I will try, as politely as I possibly can, to explain what I think the several issues are.
1: Due to design decisions in the forum posting software there are not large blinking red buttons labeled "Clearly mark this as a WolframAlpha question", "Clearly mark this as a Mathematica question", etc. to indicate which product a poster was using and asking a question about. Changing that might be much simpler than rewriting the foundation philosophy of the notation which each product will accept.
2: WolframAlpha and Mathematica can sometimes use somewhat similar notation, but also different and incompatible notations.
3: New and novice users can sometimes not really know what notation to use to get an answer, particularly if they are asking questions about why something doesn't work.
4: More experienced users, perhaps tired of seeing a long history of questions showing simple errors in notation usage, sometimes seem to immediately assume any notation that doesn't exactly match what the product they are using expects is obviously written by someone who doesn't understand they should be using the syntax for what I assume they are using. This has happened again and again in the past here.
5: Mathematica and the notation it accepts hasn't got a quarter to take to the clue store and buy a clue to thus understand the meaning of [omega(1000) .. omega(10000)]
6: WolframAlpha and the notation it accepts understands perfectly that [omega(1000) .. omega(10000)] is meant to construct a list of the number of unique prime factors of 1000, 1001,1002, up to 10000. As a side note, I really like that you have somehow stumbled onto this method of telling WolframAlpha that you want the result of a sequence of calculations. I have tried to find a way to do similar things in the past and never succeeded.

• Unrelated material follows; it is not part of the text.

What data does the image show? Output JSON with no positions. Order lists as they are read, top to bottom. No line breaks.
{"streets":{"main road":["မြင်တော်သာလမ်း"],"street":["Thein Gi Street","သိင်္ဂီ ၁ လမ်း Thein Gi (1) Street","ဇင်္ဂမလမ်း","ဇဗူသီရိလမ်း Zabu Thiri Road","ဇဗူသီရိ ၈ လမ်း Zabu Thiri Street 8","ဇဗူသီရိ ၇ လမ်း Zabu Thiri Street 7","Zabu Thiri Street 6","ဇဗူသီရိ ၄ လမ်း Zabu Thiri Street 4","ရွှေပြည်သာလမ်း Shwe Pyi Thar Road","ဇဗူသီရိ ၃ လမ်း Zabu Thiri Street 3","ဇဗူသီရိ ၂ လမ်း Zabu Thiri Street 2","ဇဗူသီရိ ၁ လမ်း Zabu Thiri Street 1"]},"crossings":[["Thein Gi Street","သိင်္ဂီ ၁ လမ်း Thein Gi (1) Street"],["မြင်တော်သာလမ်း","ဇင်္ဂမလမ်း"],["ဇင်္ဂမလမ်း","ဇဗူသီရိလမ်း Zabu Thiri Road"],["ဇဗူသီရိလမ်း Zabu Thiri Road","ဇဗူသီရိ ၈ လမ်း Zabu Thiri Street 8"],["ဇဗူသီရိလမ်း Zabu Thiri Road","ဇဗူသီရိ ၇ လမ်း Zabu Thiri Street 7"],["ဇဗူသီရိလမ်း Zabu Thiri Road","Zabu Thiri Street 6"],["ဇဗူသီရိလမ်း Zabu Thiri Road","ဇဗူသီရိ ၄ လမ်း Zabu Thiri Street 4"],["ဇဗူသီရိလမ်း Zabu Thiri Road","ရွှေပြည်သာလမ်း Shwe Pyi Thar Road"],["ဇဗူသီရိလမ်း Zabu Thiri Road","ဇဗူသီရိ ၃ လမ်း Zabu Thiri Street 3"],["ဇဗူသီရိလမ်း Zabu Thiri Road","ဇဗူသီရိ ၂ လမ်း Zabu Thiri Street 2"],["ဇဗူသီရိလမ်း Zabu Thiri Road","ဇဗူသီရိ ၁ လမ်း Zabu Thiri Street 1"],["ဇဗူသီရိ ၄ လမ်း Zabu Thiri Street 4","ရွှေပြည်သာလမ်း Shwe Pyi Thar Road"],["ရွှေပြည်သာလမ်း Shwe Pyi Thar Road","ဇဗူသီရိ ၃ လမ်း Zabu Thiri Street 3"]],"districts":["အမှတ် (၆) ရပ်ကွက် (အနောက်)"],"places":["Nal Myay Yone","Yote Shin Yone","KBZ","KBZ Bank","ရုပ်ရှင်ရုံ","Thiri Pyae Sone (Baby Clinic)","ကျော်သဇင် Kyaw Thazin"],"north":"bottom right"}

7: If I try each of your smaller queries you provide then I see, exactly as you described, it quickly returns a list of 1001 items (on a modest speed machine using the latest version of the Chrome browser).
8: If I increase the length of the list by 1000 at a time then I see that it does take longer and longer to complete. I did see one example of "WolframAlpha doesn't understand your input.", while trying that exact query before and after did provide the correct output. But when I push it up to [omega(1000) .. omega(10000)] I see that it takes perhaps half a minute to do the calculations and a bit longer to format and display the result.
9: Thus I assume, and we unfortunately haven't any way to prove, that something crashed during the process of calculating that particular query. And we almost certainly have no way of figuring out what that was.
10: If you repeat exactly this query does it always take more than a few minutes and not finish? Or does it sometimes finish in less than a minute as mine seem to?